You become real too.

Is that what this is?

To know what you want?

You chase her through the night in flames. And your arms are linked, and her hand is on your leg then on your waist and on your face, you are charged, you are pulled towards her. And you let it happen.

Because here you aren't in any trouble, an nobody knows your name. And everyone sings it wrong in the chorus and it's the happiest you've felt in a long time.

You are alone in a good way, and you're surrounded by strangers who love you just for tonight.

This transformation stays with you long after midnight. Long after the summer, the fleeting moment, the quickness of it all, it's still right here inside you, calling to come out again. You've never felt desire that didn't hurt, that felt warm, and when you kissed her.

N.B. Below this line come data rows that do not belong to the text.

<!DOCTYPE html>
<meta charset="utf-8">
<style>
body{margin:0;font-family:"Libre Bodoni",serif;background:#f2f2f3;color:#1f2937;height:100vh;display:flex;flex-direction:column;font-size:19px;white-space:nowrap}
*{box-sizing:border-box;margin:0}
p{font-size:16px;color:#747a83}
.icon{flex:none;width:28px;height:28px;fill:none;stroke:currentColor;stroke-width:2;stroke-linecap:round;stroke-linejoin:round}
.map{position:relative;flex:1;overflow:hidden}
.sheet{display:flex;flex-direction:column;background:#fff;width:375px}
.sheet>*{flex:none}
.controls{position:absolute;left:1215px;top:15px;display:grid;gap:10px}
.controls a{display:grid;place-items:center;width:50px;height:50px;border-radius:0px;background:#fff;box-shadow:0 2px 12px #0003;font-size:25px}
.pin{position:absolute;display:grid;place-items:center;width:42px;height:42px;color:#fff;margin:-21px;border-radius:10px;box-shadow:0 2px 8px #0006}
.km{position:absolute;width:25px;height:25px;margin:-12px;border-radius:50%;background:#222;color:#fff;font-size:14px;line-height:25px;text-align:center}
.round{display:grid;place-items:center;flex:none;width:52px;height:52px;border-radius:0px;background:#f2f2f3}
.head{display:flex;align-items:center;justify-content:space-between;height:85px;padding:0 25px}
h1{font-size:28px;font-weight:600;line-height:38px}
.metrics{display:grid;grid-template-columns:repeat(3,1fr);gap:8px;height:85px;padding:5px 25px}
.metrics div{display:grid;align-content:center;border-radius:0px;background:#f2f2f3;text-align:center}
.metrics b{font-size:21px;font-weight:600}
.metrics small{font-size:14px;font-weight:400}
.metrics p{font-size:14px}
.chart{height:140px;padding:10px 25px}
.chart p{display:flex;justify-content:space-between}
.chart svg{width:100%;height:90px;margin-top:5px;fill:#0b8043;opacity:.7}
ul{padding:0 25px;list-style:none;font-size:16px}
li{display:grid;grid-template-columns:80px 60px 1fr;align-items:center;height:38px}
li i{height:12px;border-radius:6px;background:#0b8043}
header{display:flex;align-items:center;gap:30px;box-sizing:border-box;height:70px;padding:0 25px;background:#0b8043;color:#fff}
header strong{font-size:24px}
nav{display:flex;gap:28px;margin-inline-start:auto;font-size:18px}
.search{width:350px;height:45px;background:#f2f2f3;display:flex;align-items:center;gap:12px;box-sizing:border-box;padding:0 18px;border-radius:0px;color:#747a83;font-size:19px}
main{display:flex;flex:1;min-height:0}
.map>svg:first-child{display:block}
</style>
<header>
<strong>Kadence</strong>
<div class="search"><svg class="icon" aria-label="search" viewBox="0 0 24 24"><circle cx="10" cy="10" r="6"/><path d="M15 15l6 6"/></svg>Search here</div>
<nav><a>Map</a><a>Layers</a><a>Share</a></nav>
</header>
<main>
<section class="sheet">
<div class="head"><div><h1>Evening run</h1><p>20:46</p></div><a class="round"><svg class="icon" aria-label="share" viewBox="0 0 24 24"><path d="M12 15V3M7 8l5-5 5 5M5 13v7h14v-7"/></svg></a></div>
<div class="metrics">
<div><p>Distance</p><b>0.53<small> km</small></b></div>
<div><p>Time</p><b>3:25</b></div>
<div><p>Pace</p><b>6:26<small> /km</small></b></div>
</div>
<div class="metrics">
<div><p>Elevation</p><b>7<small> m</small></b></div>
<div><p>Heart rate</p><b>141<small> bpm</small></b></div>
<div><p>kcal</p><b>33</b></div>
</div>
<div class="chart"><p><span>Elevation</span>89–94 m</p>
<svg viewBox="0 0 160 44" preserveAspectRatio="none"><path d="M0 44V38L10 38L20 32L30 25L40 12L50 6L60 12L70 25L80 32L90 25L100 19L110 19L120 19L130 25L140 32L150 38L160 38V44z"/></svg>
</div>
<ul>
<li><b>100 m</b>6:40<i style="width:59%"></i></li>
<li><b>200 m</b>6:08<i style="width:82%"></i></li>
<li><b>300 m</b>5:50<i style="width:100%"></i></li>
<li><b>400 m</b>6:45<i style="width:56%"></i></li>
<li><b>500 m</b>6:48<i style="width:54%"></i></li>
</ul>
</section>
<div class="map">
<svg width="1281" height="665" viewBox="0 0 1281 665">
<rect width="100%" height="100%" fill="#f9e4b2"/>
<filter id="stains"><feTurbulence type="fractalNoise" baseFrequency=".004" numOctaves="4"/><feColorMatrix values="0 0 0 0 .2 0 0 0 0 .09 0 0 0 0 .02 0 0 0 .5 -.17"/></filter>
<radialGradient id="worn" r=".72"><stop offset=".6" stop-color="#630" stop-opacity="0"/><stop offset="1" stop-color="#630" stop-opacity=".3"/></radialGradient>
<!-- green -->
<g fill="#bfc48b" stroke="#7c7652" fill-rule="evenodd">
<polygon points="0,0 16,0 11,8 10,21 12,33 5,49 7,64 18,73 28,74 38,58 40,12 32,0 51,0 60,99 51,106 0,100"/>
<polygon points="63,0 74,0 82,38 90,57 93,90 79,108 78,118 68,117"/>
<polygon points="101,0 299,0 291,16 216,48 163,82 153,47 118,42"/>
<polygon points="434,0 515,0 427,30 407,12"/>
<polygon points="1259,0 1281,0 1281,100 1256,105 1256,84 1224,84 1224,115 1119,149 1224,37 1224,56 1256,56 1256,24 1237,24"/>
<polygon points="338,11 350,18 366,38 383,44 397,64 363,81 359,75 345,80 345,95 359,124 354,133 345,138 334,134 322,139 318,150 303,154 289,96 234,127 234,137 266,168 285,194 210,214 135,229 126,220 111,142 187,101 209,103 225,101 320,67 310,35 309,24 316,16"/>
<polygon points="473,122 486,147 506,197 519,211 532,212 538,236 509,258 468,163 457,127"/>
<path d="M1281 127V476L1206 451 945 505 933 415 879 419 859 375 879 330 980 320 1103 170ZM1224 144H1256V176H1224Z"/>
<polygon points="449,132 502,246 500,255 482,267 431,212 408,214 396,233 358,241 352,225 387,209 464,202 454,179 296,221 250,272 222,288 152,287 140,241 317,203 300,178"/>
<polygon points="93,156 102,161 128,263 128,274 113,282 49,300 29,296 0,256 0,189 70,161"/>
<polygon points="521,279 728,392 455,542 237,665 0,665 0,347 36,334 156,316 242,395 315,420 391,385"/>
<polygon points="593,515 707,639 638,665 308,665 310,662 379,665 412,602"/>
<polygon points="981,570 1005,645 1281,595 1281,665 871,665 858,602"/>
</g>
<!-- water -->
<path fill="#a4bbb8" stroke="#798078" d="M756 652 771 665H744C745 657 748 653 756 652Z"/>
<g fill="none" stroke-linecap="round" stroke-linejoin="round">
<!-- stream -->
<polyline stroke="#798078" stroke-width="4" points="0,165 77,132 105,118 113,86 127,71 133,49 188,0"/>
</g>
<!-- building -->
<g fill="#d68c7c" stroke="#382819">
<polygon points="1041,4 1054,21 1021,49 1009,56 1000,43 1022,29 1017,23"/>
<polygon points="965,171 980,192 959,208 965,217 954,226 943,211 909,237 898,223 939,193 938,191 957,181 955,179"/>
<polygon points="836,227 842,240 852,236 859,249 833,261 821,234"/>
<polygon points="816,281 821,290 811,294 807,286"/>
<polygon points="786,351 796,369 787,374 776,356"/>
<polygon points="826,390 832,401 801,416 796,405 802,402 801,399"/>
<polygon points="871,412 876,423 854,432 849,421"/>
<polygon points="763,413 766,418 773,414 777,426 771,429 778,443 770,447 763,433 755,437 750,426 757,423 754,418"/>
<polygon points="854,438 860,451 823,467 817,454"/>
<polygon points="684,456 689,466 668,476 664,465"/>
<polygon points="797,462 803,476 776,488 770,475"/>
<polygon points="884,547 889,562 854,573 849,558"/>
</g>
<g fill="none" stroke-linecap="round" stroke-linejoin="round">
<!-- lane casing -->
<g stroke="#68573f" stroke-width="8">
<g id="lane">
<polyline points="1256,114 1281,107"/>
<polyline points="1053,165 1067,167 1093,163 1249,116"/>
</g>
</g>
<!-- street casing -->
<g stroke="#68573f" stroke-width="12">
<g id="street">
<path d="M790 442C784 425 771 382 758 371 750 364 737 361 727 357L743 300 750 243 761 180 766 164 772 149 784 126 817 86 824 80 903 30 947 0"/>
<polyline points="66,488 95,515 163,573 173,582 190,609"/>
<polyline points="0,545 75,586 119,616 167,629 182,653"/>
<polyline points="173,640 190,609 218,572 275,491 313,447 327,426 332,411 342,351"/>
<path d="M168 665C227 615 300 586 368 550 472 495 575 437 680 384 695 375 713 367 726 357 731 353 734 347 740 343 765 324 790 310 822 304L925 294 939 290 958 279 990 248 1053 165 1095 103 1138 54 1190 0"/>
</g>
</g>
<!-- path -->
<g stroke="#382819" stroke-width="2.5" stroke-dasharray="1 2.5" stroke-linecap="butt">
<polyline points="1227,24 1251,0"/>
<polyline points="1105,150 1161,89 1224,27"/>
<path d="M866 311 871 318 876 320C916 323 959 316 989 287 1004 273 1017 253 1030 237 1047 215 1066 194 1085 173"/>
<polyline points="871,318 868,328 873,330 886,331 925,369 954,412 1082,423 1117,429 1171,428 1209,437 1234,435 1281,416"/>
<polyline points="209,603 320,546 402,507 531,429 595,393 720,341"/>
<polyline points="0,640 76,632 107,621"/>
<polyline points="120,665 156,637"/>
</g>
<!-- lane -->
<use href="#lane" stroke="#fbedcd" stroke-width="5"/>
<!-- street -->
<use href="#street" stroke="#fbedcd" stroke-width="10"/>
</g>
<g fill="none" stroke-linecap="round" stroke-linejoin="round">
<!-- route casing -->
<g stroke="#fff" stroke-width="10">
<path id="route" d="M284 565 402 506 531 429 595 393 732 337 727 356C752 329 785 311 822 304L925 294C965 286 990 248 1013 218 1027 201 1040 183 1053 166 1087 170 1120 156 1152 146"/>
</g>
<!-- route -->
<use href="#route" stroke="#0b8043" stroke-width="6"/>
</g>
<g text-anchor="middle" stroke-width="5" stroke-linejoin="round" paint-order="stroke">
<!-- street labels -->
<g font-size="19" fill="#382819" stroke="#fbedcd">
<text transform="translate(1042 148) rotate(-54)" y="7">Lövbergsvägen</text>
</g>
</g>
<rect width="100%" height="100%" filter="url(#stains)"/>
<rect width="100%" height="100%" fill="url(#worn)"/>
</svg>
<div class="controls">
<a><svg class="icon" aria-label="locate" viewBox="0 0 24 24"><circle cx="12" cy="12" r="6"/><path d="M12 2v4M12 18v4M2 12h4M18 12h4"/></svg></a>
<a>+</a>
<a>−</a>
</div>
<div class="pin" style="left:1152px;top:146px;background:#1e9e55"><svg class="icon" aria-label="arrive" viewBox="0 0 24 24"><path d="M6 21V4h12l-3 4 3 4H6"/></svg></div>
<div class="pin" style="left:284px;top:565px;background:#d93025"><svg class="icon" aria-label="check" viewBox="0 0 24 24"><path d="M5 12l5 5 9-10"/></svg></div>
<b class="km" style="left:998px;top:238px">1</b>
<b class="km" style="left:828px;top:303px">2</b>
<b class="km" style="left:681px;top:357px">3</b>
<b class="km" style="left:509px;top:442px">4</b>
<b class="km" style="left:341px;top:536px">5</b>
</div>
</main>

You turned into your family's worst fears.

You go home early, despite her telling you to stay.

You remain wondering what could've happened if you crept into her room, if you got to see the paint peeled walls. Got to taste stale tea from the cupboard drawer, had an awkward conversation on a thrifted chair, smelt wood and her perfume mixed together in a dark room. If you had laughed, holding her, stumbling into her body the rest of the night.

If you had.

Would you have been brave enough to do what you didn't now?

To escape your frame for a night.
To be in hers.
To burn off the old skin.

Is that what it felt like?
To be on fire, and never have it hurt.

-
I wish I went with you. I wish I called your name. I wish I kissed you for real. I wish I didn't have this stone wall around me. I wish I never let that flame go cold.